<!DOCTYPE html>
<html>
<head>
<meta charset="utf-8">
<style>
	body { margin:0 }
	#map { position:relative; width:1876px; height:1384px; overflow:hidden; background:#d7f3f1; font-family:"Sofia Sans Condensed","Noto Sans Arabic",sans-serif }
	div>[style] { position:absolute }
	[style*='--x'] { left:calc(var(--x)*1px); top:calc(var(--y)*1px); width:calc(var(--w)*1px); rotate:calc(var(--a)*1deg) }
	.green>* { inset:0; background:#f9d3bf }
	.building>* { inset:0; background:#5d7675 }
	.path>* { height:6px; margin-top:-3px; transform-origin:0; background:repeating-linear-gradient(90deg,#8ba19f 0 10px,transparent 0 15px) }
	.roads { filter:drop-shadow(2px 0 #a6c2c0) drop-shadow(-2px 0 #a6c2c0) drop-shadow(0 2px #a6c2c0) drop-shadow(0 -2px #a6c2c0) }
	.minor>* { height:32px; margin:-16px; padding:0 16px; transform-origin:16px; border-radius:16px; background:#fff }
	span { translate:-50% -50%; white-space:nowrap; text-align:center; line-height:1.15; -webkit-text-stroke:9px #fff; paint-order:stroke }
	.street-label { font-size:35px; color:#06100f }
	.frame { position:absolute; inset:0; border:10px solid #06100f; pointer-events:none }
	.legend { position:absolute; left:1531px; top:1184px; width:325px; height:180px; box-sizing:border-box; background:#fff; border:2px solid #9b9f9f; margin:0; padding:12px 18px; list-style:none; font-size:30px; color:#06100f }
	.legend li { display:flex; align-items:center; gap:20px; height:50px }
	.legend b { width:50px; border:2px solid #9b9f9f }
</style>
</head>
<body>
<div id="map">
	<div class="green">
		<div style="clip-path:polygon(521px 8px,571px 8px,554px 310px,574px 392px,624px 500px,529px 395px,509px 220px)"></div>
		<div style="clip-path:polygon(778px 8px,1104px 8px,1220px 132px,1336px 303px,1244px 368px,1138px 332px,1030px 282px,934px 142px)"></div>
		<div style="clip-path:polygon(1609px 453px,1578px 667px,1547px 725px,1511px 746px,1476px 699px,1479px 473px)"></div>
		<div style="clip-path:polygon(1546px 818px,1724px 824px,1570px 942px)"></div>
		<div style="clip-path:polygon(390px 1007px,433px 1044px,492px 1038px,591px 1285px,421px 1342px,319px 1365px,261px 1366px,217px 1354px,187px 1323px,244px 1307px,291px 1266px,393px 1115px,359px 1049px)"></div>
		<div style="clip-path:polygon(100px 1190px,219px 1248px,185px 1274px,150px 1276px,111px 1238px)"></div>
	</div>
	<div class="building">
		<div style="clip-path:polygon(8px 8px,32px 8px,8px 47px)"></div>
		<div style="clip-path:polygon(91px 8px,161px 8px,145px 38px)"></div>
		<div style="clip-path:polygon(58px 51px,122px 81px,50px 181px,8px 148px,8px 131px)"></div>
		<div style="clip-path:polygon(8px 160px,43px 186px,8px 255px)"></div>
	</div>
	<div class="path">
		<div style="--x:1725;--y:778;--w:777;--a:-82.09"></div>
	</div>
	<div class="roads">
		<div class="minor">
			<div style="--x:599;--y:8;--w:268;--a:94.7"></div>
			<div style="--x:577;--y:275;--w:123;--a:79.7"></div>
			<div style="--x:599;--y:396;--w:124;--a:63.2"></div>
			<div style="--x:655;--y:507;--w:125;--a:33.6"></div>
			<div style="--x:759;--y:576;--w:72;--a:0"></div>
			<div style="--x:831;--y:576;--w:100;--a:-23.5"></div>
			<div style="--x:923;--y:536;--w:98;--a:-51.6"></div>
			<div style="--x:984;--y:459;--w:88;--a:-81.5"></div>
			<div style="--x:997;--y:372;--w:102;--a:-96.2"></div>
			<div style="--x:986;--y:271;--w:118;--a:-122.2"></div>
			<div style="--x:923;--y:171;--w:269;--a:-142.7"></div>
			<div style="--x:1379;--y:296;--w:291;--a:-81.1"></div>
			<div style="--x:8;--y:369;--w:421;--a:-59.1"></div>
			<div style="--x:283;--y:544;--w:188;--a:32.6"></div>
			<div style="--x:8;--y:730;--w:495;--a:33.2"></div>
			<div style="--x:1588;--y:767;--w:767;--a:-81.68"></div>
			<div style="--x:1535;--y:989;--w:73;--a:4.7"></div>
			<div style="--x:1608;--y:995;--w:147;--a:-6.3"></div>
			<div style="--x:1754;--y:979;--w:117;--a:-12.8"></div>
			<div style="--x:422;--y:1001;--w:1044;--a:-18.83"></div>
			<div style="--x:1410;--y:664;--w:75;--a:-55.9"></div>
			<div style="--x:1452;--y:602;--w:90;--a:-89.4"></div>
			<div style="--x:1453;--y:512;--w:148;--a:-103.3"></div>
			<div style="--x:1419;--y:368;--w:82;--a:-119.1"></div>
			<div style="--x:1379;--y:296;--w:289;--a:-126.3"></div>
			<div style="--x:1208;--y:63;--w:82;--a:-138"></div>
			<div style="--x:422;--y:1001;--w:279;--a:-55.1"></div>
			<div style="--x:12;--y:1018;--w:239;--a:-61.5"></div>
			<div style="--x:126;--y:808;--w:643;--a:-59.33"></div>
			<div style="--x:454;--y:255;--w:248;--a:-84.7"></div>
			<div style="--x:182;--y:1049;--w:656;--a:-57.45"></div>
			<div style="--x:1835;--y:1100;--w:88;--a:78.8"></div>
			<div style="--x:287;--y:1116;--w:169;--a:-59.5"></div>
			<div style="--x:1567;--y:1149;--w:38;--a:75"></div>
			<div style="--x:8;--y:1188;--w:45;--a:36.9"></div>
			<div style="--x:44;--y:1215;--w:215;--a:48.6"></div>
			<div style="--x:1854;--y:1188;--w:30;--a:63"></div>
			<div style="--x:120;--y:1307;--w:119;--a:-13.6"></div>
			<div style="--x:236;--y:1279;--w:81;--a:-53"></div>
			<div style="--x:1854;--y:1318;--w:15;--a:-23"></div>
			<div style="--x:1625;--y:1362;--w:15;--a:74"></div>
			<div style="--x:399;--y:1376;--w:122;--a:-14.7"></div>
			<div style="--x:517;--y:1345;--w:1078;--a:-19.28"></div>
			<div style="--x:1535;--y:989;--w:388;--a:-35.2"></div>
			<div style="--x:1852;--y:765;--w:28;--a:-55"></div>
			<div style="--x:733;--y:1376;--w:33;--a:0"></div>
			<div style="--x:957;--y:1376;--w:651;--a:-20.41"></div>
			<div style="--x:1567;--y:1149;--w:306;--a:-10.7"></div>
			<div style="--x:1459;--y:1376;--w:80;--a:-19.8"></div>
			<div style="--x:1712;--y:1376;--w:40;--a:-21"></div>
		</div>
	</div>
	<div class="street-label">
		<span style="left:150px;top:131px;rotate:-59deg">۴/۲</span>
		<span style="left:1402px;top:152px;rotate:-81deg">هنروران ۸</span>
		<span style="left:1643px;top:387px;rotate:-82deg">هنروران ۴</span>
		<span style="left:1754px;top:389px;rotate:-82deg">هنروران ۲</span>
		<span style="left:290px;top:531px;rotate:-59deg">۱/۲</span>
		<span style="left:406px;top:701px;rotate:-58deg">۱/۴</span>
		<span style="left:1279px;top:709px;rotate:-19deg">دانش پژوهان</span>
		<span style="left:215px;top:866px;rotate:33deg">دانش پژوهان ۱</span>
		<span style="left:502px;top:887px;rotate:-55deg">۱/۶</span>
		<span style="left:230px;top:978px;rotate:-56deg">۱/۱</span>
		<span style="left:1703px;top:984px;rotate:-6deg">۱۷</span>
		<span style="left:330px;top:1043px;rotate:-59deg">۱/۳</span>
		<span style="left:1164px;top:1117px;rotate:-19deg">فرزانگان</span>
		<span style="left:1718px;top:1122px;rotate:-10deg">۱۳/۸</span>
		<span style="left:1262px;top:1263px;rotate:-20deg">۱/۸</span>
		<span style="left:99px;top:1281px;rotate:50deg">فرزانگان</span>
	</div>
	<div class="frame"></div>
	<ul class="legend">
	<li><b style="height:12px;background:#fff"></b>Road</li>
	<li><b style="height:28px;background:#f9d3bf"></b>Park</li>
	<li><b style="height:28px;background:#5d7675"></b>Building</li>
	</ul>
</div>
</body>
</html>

• • •

- YOUR OBJECTIVE
All lines above that include the word "roads" must be copied into the answer.

- ANSWER TO THIS EXERCISE
	.roads { filter:drop-shadow(2px 0 #a6c2c0) drop-shadow(-2px 0 #a6c2c0) drop-shadow(0 2px #a6c2c0) drop-shadow(0 -2px #a6c2c0) }
	<div class="roads">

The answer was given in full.